Bis repetita en mars 2023
« Il semble que la résine ait été posée par une température un peu trop élevée et qu’elle ait pris trop vite », indique Mélanie Chapelain. Un diagnostic corroboré par Peint à la main : « Nous avions essayé de décaler les journées de travail à partir de 5h du matin pour limiter la chaleur mais cela n’a manifestement pas suffi. La silice, que nous ajoutons à la toute fin pour éviter les glissades, n’a pas pu pénétrer la résine qui était déjà trop sèche. La silice a donc en partie "rebondi" sur la surface. Dès le printemps, au plus tôt début mars, nous poncerons toute la surface et nous renouvellerons l'opération pour supprimer toute glissance ».
La place d’Oujda à Lille
Le design actif pour susciter les jeux d'enfants.En matière de design actif, l’agence Mutabilis n’en est pas à son coup d’essai. A Lille déjà, en 2014, l’agence avait imaginé un grand espace ludique et sportif de bitume foncé, animé par des marquages au sol blancs. Les motifs sur la place d’Oujda rappellent de façon troublante un lieu de référence majeur en matière de design actif : Superkilen, à Copenhague. « Nos plans sont antérieurs – ils datent de 2009 – mais notre réalisation a vu le jour après Superkilen. Sans nous être concertés, la parenté entre les deux projets est cependant évidente », s’amuse Juliette Bailly-Maître.

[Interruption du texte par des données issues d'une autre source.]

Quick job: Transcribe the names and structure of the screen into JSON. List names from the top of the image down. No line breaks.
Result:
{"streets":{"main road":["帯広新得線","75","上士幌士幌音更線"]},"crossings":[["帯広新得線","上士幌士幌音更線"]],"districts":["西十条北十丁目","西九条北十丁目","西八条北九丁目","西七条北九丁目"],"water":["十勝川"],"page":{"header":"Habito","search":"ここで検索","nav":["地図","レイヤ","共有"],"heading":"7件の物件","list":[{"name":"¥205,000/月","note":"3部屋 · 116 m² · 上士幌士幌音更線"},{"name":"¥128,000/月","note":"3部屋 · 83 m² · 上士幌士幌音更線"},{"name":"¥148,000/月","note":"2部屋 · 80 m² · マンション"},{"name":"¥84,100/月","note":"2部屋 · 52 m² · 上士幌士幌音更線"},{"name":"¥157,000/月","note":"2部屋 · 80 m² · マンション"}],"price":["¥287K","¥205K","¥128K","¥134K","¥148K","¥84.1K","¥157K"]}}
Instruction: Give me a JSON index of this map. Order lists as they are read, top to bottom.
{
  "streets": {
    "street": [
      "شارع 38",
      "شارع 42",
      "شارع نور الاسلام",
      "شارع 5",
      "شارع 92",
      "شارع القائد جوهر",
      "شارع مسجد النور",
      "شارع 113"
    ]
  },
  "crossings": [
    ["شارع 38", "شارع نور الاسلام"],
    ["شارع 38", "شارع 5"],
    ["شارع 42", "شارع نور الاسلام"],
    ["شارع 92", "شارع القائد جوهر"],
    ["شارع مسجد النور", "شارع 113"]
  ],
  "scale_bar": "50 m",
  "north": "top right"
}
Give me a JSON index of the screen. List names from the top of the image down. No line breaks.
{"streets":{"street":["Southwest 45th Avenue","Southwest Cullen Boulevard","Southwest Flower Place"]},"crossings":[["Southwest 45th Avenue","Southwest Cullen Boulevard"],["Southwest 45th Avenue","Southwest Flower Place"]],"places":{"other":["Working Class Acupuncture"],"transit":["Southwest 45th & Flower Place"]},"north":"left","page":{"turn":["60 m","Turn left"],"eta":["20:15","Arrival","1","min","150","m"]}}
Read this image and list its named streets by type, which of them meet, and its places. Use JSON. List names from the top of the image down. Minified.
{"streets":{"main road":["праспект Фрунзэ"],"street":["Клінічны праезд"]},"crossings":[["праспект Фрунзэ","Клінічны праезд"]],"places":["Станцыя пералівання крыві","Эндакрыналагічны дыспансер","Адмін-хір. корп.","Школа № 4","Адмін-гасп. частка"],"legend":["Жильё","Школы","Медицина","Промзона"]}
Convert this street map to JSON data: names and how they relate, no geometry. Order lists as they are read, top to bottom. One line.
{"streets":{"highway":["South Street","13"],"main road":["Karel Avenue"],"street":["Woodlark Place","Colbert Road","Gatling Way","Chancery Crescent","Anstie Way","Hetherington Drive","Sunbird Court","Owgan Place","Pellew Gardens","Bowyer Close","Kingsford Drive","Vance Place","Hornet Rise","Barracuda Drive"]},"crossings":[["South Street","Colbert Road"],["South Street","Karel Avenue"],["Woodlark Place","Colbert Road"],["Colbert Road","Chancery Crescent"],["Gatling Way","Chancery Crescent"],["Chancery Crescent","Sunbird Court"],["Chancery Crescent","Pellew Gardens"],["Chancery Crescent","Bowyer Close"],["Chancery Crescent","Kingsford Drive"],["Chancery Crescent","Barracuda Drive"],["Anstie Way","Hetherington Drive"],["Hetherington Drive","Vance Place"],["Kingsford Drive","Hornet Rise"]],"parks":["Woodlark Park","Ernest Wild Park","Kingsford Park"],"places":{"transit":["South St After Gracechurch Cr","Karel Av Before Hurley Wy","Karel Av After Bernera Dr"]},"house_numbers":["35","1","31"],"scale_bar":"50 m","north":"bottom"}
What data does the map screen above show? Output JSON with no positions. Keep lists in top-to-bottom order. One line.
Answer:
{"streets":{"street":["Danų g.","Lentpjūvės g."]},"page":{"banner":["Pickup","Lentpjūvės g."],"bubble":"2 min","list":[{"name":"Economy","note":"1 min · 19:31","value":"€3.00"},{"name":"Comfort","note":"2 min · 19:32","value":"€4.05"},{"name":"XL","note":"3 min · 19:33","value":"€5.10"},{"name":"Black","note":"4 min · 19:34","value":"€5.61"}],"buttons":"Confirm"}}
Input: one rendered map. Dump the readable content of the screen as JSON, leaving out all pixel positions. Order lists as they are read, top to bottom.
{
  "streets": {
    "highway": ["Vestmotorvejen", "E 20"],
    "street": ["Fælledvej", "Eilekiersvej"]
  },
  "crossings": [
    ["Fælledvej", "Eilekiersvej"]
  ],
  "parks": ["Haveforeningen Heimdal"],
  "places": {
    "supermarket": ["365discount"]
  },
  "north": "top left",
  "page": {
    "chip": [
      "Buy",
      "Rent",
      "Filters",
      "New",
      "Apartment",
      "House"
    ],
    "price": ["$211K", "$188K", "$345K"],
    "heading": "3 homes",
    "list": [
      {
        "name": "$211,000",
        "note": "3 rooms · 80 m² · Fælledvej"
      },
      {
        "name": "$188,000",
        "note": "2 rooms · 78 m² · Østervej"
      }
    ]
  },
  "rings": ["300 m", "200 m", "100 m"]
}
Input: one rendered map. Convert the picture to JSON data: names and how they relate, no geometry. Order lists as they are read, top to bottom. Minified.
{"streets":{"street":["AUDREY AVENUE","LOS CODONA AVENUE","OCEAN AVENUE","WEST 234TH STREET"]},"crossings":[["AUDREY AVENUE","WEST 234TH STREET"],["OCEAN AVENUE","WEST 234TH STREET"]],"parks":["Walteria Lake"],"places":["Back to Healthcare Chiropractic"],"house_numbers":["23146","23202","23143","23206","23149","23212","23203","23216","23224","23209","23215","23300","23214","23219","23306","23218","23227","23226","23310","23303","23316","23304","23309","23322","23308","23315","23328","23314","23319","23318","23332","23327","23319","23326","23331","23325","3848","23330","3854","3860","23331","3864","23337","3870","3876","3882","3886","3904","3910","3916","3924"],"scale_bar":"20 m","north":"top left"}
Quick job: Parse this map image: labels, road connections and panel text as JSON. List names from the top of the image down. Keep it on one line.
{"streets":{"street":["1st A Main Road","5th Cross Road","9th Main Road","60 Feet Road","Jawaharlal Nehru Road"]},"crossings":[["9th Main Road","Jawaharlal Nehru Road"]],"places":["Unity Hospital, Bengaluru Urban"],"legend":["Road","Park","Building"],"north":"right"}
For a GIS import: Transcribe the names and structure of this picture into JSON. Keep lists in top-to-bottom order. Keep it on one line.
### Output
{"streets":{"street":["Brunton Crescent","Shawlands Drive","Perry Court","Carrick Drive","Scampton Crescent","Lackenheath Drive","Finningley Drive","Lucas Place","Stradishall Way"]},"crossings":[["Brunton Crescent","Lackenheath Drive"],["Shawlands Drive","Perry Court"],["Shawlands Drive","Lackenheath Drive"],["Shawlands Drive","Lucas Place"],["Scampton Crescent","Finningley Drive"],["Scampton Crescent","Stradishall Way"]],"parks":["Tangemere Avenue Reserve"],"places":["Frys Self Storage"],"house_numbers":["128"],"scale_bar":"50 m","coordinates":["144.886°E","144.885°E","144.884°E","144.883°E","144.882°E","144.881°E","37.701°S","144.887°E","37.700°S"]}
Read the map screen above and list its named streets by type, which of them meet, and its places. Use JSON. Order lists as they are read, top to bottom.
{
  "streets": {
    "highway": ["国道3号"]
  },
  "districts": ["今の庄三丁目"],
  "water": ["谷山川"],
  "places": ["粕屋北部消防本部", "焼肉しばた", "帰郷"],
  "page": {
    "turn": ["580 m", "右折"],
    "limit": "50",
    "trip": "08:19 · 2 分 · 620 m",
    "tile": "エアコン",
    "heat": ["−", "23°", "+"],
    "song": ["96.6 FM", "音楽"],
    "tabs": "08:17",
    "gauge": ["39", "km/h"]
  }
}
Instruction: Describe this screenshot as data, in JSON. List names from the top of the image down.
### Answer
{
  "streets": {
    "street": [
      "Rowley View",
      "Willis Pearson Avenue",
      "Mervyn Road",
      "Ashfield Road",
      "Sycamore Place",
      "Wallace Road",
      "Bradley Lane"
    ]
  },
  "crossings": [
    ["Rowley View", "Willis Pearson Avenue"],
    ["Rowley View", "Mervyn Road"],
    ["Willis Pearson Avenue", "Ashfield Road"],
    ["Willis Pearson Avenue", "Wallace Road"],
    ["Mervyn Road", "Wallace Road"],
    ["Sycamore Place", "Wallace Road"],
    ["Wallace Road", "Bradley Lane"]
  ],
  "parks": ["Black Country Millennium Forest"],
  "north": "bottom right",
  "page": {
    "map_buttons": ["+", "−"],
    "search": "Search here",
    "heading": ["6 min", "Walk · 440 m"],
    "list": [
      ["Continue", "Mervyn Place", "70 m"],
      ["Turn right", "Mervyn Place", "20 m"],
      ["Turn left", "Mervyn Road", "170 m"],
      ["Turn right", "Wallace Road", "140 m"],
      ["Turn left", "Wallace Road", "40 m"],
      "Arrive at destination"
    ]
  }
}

A Wazemmes, presque 10 ans après sa réalisation, les équipements de la place d’Oujda ont bien vécu mais restent en place, visiblement totalement appropriés et peu soumis aux dégradations. Avec le temps, les marquages blancs ont pali. « Il conviendrait de les refaire. Cela devrait être facile : il s’agit d’une banale peinture autoroutière et de motifs très simples sur lesquels il suffit de repasser ou d’utiliser des pochoirs », commente Juliette Bailly-Maître. A l’époque, la commande passée était plutôt celle d’un classique city stade. « A la place, nous avons proposé un espace pour tous, où les filles trouveraient leur place. Les bancs pour discuter ou se reposer sont escamotables, on a laissé les espaces les plus ouverts possibles pour ne pas créer de sensation d’enfermement autour des terrains. Il y a aussi des murs pour graffer. De quoi faire de la gym… Et puis beaucoup de motifs au sol, très simples, qui incitent au jeu les plus jeunes. Quand j’y vais, je croise à coup sûr des enfants, cartables sur le dos, qui les utilisent. C’est une fierté ! »
NB : Urbis avait consacré, en 2015, un article au renouveau du centre-ville de Mulhouse, sans savoir qu'i s'agissait d'une réalisation de Mutabilis.